Toutefois, dans le contexte actuel, le RED invite fortement les directions d'école à y réfléchir... Nous recommandons que le masque soit gardé en tout temps en studio, d'abord parce qu'il n'est pas dangereux de danser avec un masque, les groupes de Sports-Études le portent en tout temps depuis plusieurs mois déjà sans problème. Puis, parce que la danse peut s'adapter au port du masque. Les impacts du variant et le degré de contagion sont si importants qu'il devient plus risqué de le retirer. Nous souhaitons le plus possible éviter une transmission du virus dans une école de danse, tant pour la sécurité que pour l'impact négatif que cela aurait sur le milieu.

Il ne s'agit toutefois pour l'instant que d'une recommandation.

Les danses en couple et en groupe encore en attente

Le RED a bien tenté de faire valoir l'importance d'autoriser un couple dans la vie qui ne partage pas la même adresse (mais qui est autorisé à se fréquenter) de pouvoir suivre un cours de danse ensemble. Pour l'instant, cette mesure est refusée. Voici les mots de la Santé publique :
Après vérification, il est confirmé qu’un couple ne vivant pas à la même résidence ne constitue pas une bulle. Dès lors, il leur est impossible de suivre un cours de danse ensemble. Depuis les échanges que vous avez eus avec (nom de notre contact à la Santé publiques) à l'automne dernier, la situation a évolué. L'apparition de variants ne permet pas d'assouplir cette règle pour le moment. Sachez en revanche que nous gardons cette préoccupation dans nos demandes, et dès que la situation s'améliorera, nous reviendrons à la charge.

Ce dossier demeure sur le dessus de la pile et sera réouvert aussitôt que le contexte le permettra.

L'imminence de la 3e vague

Tout semble indiquer que le Québec entre dans une troisième vague avec une série de variants très contagieux que la Santé publique prend au sérieux. Le RED invite les écoles de danse à redoubler de prudence, d'abord pour se protéger et protéger la clientèle, mais aussi pour éviter de perdre nos précieux acquis. La patience et la prudence restent de mise.

Les assouplissements dans la réouverture du secteur pourraient se faire attendre et il n'est pas impossible qu'un retour en arrière soit effectué dans les mesures en place si les variants gagnent du terrain.
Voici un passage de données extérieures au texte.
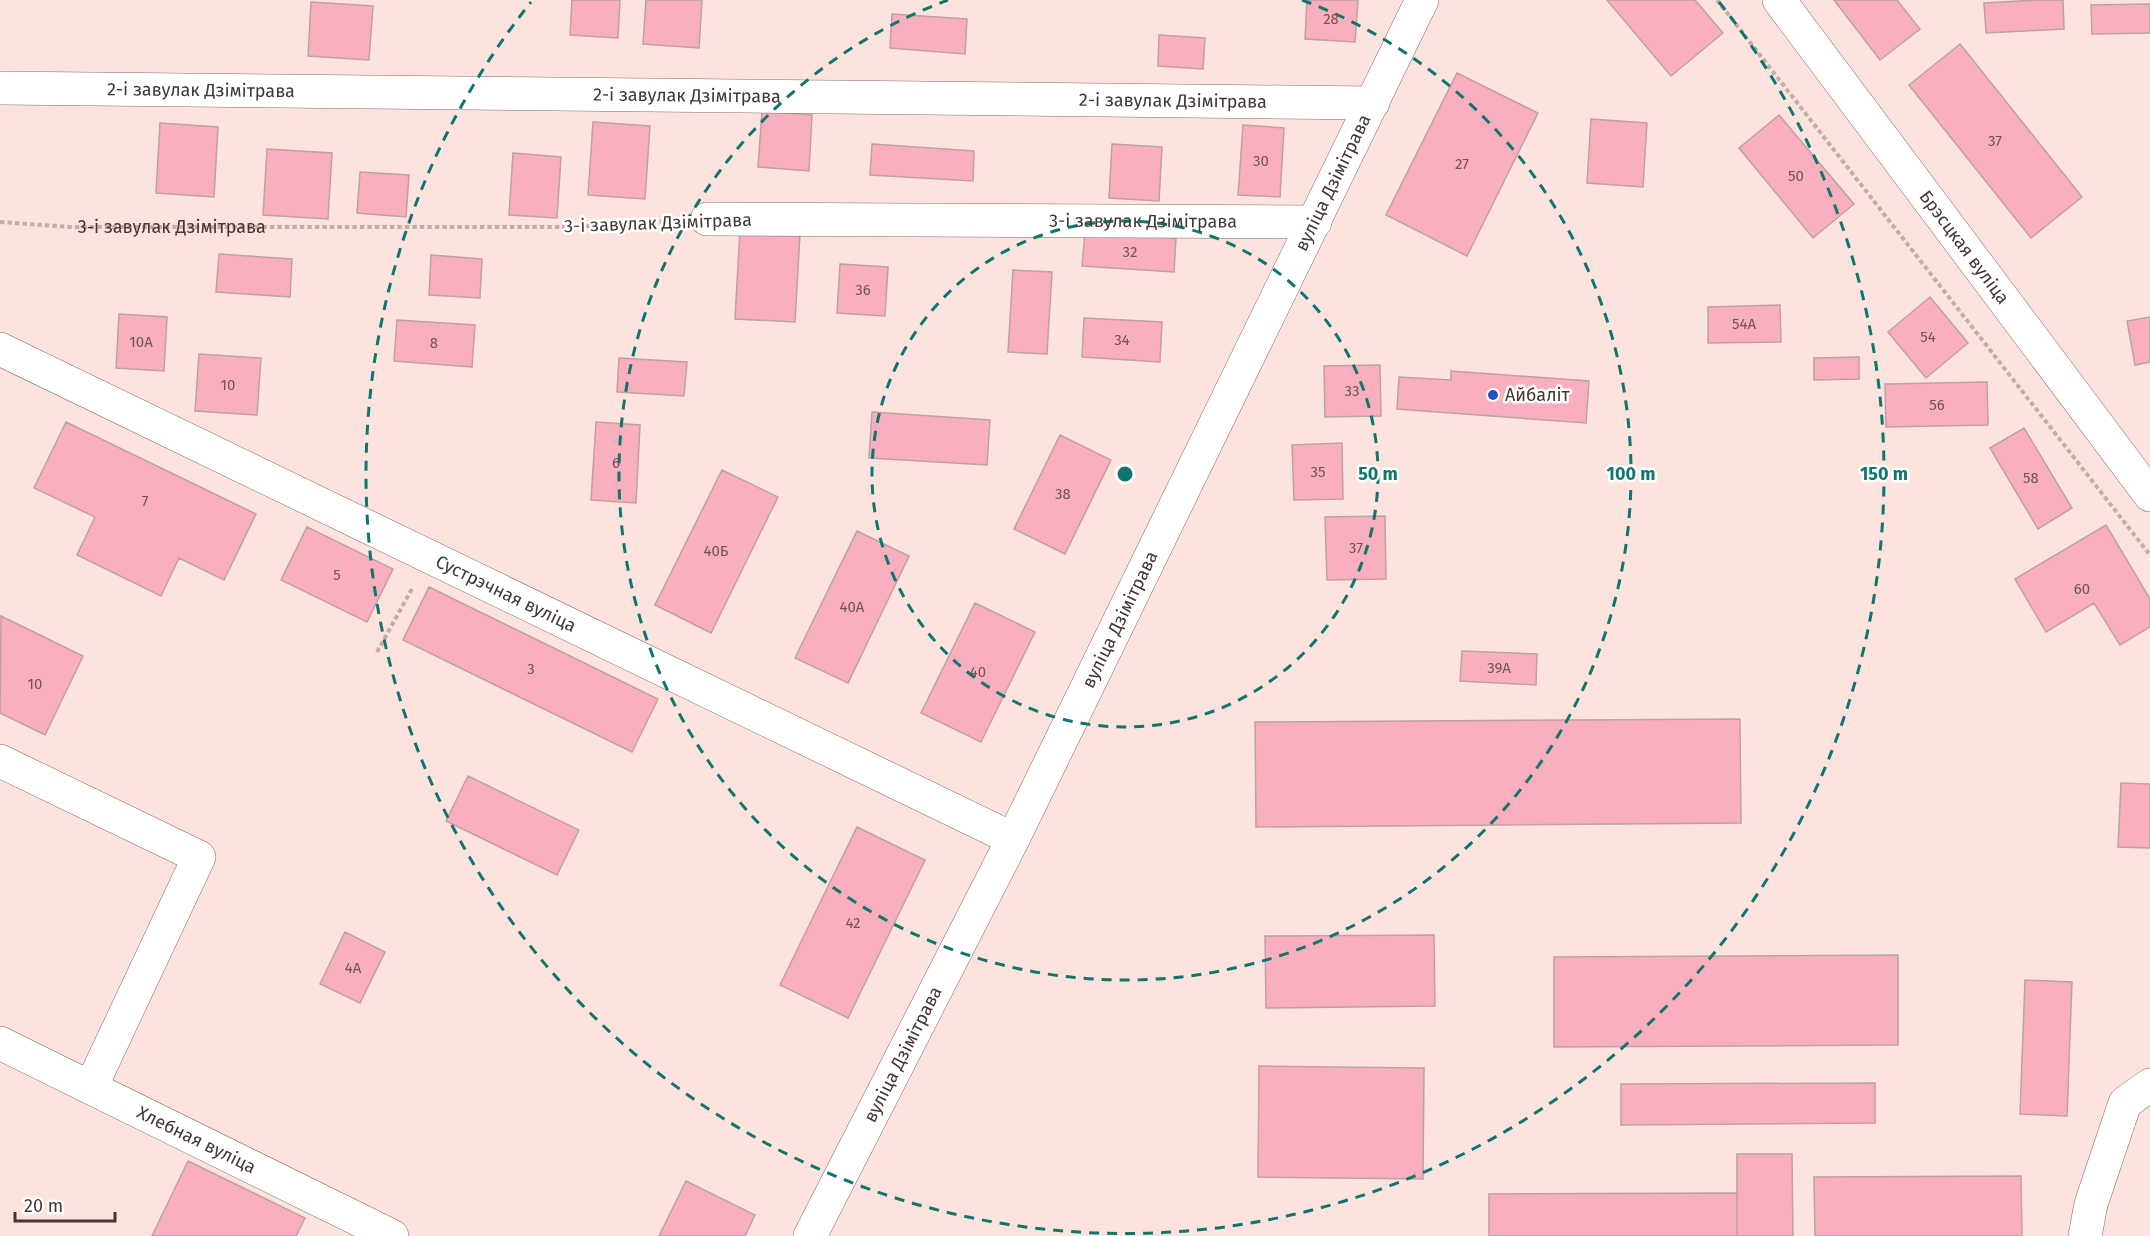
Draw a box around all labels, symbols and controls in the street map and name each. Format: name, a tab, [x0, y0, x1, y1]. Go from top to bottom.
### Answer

Il est donc primordial pour les directions d'écoles de danse de gérer en tenant compte de la situation. Quel impact aurait une nouvelle fermeture? Êtes-vous prêts à faire face à une éclosion de COVID-19 dans votre école? Ces questions dérangent, mais il faut s'y préparer.

En attendant, le RED continue d'être là pour vous et de maintenir les informations à jour. Nous vous souhaitons un retour en studio positif, agréable et bien sûr, sécuritaire!